Friday, 10 March 2023 | Kevin Ottens


Let’s go for my web review for the week 2023-10.


You Are Not a Parrot And a chatbot is not a human. And a linguist named Emily M. Bender is very worried what will happen when we forget this.

Tags: tech, ai, gpt, machine-learning, cognition, linguistics, politics, ecology, ethics

This is an excellent piece. Very nice portrait of Emily M. Bender a really gifted computational linguist and really bad ass if you ask me. She’s out there asking all the difficult questions about the current moment regarding large language models and so far the answers are (I find) disappointing. We collectively seem to be way too fascinated by the shiny new toy and the business opportunities to pay really attention to the impact on the social fabric of all of this.

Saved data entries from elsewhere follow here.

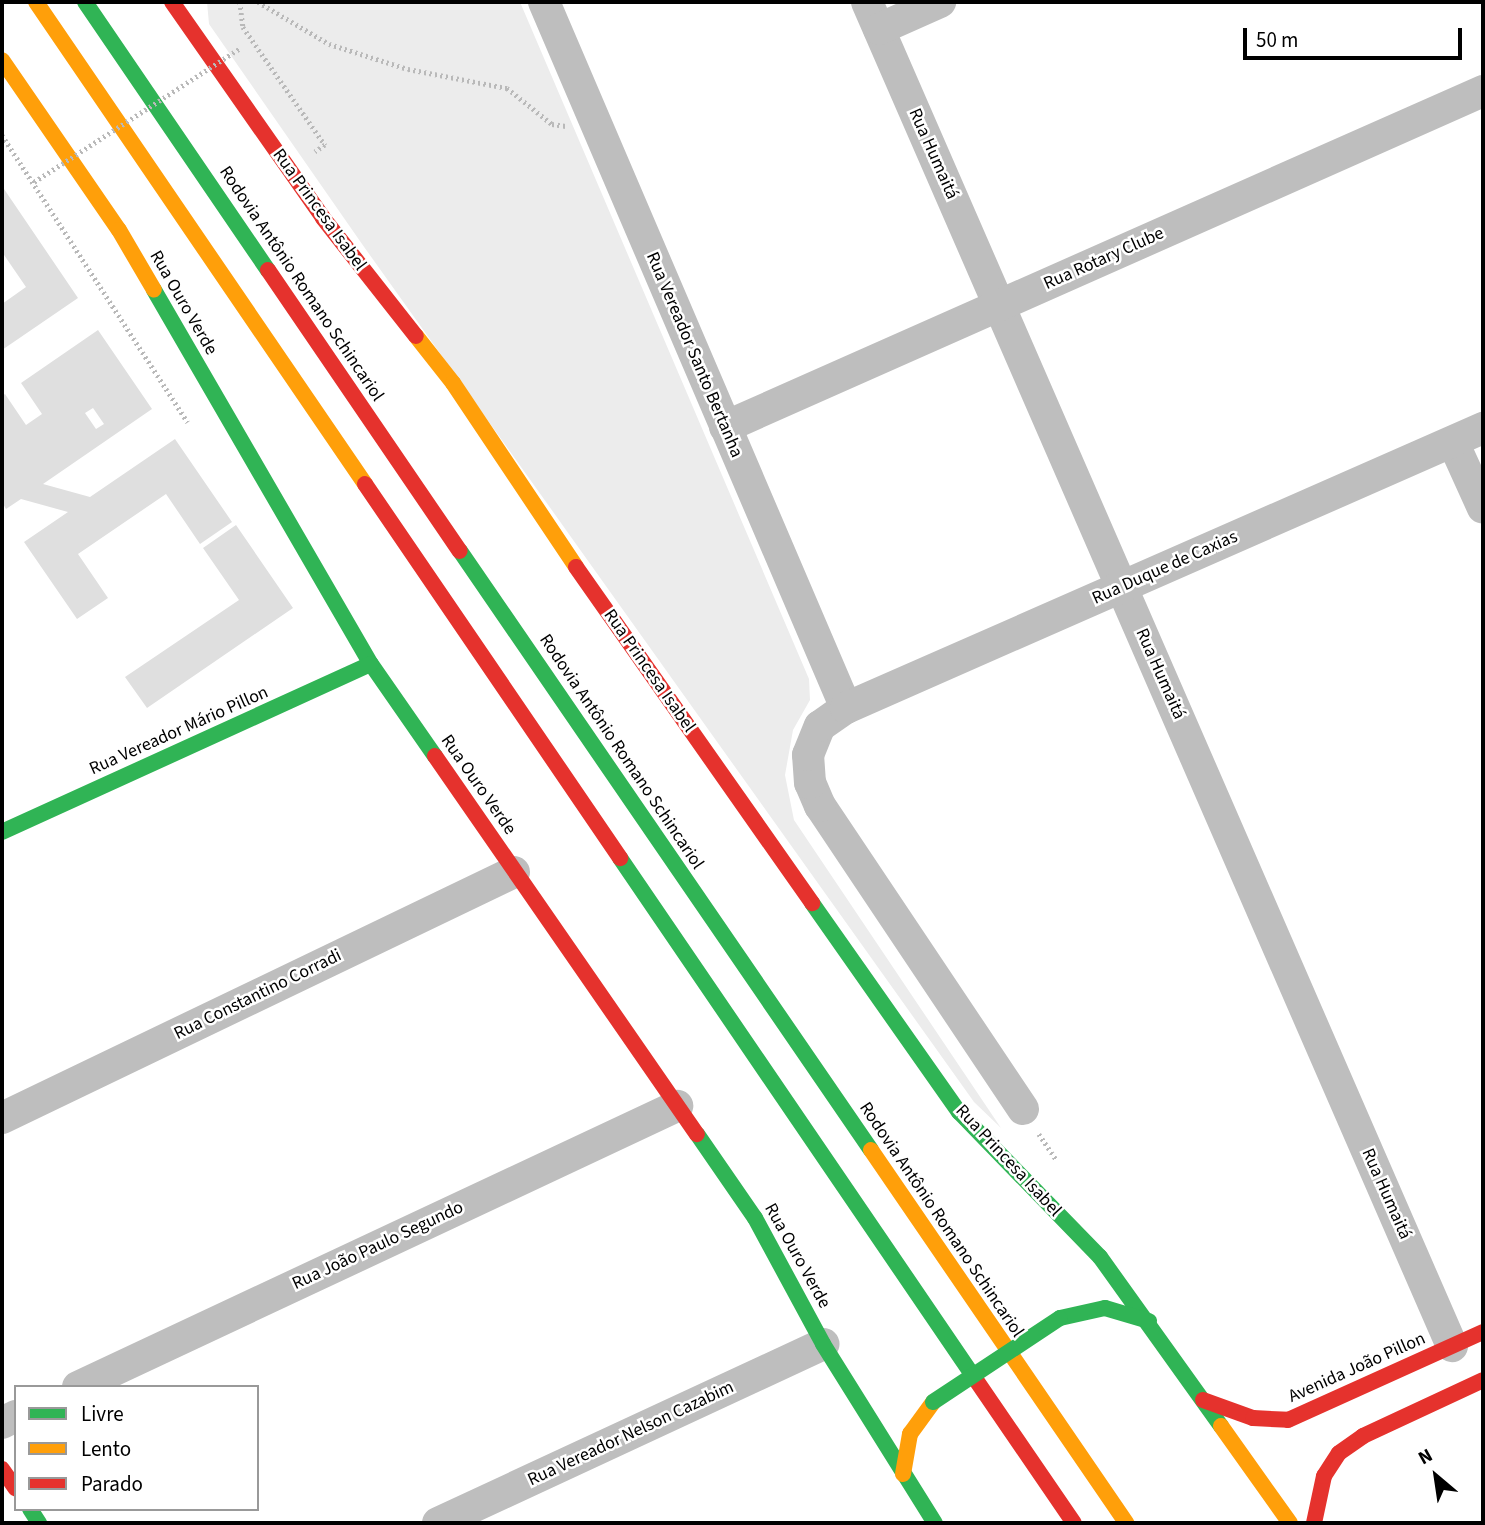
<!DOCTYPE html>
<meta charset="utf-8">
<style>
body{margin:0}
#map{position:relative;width:1485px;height:1525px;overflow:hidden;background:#fff;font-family:"Source Sans 3",sans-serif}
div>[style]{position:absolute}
.green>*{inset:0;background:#ececec}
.building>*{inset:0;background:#dfdfdf}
.path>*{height:4.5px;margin-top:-2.25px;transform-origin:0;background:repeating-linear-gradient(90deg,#b9b9b9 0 2px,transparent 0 5.5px)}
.street>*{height:32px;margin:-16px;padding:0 16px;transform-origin:16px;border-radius:16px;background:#bebebe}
.fast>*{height:16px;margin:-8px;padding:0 8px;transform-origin:8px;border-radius:8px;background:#30b455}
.slow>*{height:16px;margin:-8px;padding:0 8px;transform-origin:8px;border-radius:8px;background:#ff9f0a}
.jam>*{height:16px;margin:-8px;padding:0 8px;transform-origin:8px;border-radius:8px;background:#e5322d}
.path-bridge>*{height:4.5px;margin-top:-2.25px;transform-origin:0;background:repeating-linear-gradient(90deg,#b9b9b9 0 2px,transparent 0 5.5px)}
.fast-bridge>*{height:16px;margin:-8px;padding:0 8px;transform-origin:8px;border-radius:8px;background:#30b455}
span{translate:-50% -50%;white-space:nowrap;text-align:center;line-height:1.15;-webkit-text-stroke:5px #fff;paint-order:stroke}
.street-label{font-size:18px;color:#000}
.frame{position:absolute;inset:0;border:4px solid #000;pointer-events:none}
.legend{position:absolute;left:14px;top:1385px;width:245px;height:126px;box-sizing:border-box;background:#fff;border:2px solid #999;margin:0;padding:9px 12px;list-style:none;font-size:21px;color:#000}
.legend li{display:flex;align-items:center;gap:14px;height:35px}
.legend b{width:35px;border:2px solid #999}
.north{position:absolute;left:1401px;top:1441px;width:70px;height:70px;-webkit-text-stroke:5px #fff;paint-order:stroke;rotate:331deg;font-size:19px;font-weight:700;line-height:28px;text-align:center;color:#000}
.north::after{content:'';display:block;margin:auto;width:24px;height:32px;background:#000;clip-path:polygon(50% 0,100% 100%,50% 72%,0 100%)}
.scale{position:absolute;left:1243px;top:28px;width:219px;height:32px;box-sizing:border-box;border:4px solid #000;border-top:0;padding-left:9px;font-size:21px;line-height:24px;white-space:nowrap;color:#000;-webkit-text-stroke:5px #fff;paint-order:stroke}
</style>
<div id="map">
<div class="green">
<div style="clip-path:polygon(207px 2px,520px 2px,809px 679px,810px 700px,793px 730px,785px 775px,794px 820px,1001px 1128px,974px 1102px,362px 244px,209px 24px)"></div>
</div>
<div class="building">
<div style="clip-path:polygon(2px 186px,78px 298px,2px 350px,2px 304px,26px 287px,2px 252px)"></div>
<div style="clip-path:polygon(evenodd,98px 330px,152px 409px,43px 484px,90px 497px,175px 439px,232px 522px,200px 544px,166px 494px,78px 554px,108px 598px,77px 619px,24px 542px,68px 512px,21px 499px,6px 509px,2px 502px,2px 396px,5px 394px,26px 425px,42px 414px,21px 383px,98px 330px,93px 408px,104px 424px,96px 429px,85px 413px,93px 408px)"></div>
<div style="clip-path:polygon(236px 525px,293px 608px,147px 708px,125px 677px,239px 600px,203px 548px)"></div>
</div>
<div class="path">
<div style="left:240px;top:2px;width:25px;rotate:83deg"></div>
<div style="left:243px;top:27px;width:144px;rotate:55.2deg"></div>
<div style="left:325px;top:145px;width:12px;rotate:145deg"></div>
<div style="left:258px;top:2px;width:82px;rotate:30.6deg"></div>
<div style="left:329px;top:44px;width:83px;rotate:17.6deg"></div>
<div style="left:408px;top:69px;width:101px;rotate:10.9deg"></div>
<div style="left:507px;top:88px;width:58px;rotate:38.7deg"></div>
<div style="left:552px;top:124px;width:14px;rotate:8deg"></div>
<div style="left:2px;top:135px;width:342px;rotate:57.1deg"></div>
<div style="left:1039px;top:1134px;width:32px;rotate:56deg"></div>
</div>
<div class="street">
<div style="left:544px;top:2px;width:768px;rotate:66.84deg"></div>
<div style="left:867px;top:2px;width:1466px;rotate:66.48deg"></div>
<div style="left:879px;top:29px;width:67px;rotate:-23.9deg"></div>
<div style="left:725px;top:427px;width:829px;rotate:-23.91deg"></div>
<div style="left:1453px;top:442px;width:72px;rotate:65.6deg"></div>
<div style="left:1023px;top:1109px;width:365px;rotate:-123.8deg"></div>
<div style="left:820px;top:806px;width:25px;rotate:-113deg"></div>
<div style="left:810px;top:783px;width:28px;rotate:-94deg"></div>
<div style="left:808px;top:755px;width:31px;rotate:-68deg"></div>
<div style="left:820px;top:726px;width:32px;rotate:-35deg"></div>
<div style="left:846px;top:708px;width:696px;rotate:-23.73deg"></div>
<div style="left:2px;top:1118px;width:568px;rotate:-25.66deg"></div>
<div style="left:78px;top:1387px;width:662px;rotate:-25.13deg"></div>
<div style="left:2px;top:1423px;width:16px;rotate:-27deg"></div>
<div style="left:438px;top:1523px;width:425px;rotate:-24.9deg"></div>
</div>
<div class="fast">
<div style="left:85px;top:2px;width:325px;rotate:55.7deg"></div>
<div style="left:154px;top:290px;width:432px;rotate:59.9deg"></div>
<div style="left:371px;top:664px;width:112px;rotate:55.2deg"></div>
<div style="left:460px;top:551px;width:726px;rotate:55.54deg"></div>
<div style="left:2px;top:832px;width:405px;rotate:-24.5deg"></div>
<div style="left:620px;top:858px;width:632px;rotate:55.71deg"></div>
<div style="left:812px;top:903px;width:256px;rotate:54.9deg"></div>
<div style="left:959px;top:1112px;width:202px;rotate:45.8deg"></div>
<div style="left:1100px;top:1257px;width:208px;rotate:54.4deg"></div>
<div style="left:697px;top:1134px;width:102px;rotate:55.4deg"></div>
<div style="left:755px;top:1218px;width:143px;rotate:61.6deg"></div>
<div style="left:823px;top:1344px;width:211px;rotate:58deg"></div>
<div style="left:1060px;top:1318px;width:46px;rotate:-12.5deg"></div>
<div style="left:1105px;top:1308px;width:46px;rotate:16.5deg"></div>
<div style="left:30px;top:1509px;width:17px;rotate:57deg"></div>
</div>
<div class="slow">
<div style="left:36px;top:2px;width:584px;rotate:55.68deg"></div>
<div style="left:2px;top:60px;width:206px;rotate:55.5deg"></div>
<div style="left:119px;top:230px;width:69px;rotate:59.7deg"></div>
<div style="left:416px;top:336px;width:60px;rotate:51.8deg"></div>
<div style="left:453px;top:383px;width:221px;rotate:56.2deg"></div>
<div style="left:871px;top:1150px;width:452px;rotate:55.6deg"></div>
<div style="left:1221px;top:1426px;width:119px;rotate:54.6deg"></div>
<div style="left:903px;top:1474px;width:41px;rotate:-80.1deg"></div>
<div style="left:910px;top:1434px;width:39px;rotate:-54deg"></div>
</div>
<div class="jam">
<div style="left:172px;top:2px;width:264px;rotate:55deg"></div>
<div style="left:323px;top:218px;width:150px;rotate:51.8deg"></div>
<div style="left:268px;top:270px;width:340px;rotate:55.7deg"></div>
<div style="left:365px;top:484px;width:453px;rotate:55.7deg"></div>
<div style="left:576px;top:567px;width:411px;rotate:54.9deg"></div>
<div style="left:435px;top:756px;width:460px;rotate:55.3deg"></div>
<div style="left:976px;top:1380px;width:173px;rotate:55.6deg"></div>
<div style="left:1203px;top:1400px;width:53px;rotate:19.8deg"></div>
<div style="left:1253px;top:1418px;width:35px;rotate:3deg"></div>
<div style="left:1288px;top:1420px;width:214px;rotate:-24.3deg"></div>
<div style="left:2px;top:1469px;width:24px;rotate:55deg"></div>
<div style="left:1314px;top:1523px;width:48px;rotate:-78deg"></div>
<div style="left:1324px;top:1476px;width:27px;rotate:-57deg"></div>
<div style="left:1339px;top:1453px;width:29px;rotate:-35deg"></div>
<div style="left:1363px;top:1436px;width:132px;rotate:-25deg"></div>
</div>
<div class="path-bridge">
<div style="left:34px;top:182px;width:246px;rotate:-33deg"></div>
</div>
<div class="fast-bridge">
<div style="left:933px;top:1402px;width:152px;rotate:-33.5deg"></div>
</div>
<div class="street-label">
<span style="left:933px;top:154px;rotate:66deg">Rua Humaitá</span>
<span style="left:319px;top:210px;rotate:54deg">Rua Princesa Isabel</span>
<span style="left:1104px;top:259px;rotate:-24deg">Rua Rotary Clube</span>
<span style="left:301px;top:284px;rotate:56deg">Rodovia Antônio Romano Schincariol</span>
<span style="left:183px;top:303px;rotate:60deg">Rua Ouro Verde</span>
<span style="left:694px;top:355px;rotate:67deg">Rua Vereador Santo Bertanha</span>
<span style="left:1165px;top:568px;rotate:-24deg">Rua Duque de Caxias</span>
<span style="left:649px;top:671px;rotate:55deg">Rua Princesa Isabel</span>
<span style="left:1160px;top:674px;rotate:66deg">Rua Humaitá</span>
<span style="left:179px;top:731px;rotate:-24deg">Rua Vereador Mário Pillon</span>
<span style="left:621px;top:752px;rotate:56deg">Rodovia Antônio Romano Schincariol</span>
<span style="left:478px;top:785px;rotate:55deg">Rua Ouro Verde</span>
<span style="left:258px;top:995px;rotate:-26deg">Rua Constantino Corradi</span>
<span style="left:1008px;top:1161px;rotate:47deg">Rua Princesa Isabel</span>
<span style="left:1386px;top:1194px;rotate:66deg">Rua Humaitá</span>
<span style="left:941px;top:1220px;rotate:56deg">Rodovia Antônio Romano Schincariol</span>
<span style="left:378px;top:1246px;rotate:-25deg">Rua João Paulo Segundo</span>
<span style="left:797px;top:1256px;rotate:61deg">Rua Ouro Verde</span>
<span style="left:1357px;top:1368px;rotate:-24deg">Avenida João Pillon</span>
<span style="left:631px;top:1434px;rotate:-25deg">Rua Vereador Nelson Cazabim</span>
</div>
<div class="frame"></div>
<ul class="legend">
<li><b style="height:9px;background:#30b455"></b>Livre</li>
<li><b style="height:9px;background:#ff9f0a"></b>Lento</li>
<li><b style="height:9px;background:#e5322d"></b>Parado</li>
</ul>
<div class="north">N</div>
<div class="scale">50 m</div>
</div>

https://nymag.com/intelligencer/article/ai-artificial-intelligence-chatbots-emily-m-bender.html


Did You Miss My Comment or What? Understanding Toxicity in Open Source Discussions

Tags: tech, sociology, foss, github

Early days for this type of research so a couple of limitations to keep in mind while reading this paper. Most notably: rather small sample explored (it’s a qualitative study) and tends to conflate GitHub with “the Open Source community”. The later especially matters since the vibe can be very different outside of GitHub. That being said, very interesting findings in there. Some validate my experience with GitHub. It’s clear that compared to other spaces there’s much more entitlement behavior from some people. Interestingly the words seem on average less violent (although it does happen of course) than in other platforms… still this is important to keep in check since it could have implication toward prospective contributors. The last point in their discussion section is promising. Some of the current manual interventions from maintainers seem to have good results (encouraging) and it seems possible to at least semi-automate the handling of toxic comments which could help with maintainers well-being.

https://cmustrudel.github.io/papers/osstoxicity22.pdf


diziet | Never use git submodules

Tags: tech, git, tools

I tend to agree with this quite a lot. Git submodules tend to create lots of strange issues and rather bad developer experience. Even worse it’s not necessarily spotted straight away, you notice the real pains only after having invested in it quite a bit. There are alternatives worth exploring though.

https://diziet.dreamwidth.org/14666.html


Safety and Soundness in Rust

Tags: tech, rust, safety

People tend to be fixated on the “unsafe” keyword and assuming not using it will make their code devoid of memory safety bugs. Well, it’s a bit more subtle than this. It helps you know where such bugs can hide but it can’t completely prevent them all the way down the stack.

https://jacko.io/safety_and_soundness.html


Indices point between elements - Made of Bugs

Tags: tech, programming

Neat way to think about array indices, if it was widespread it would simplify a few things in documentations I think.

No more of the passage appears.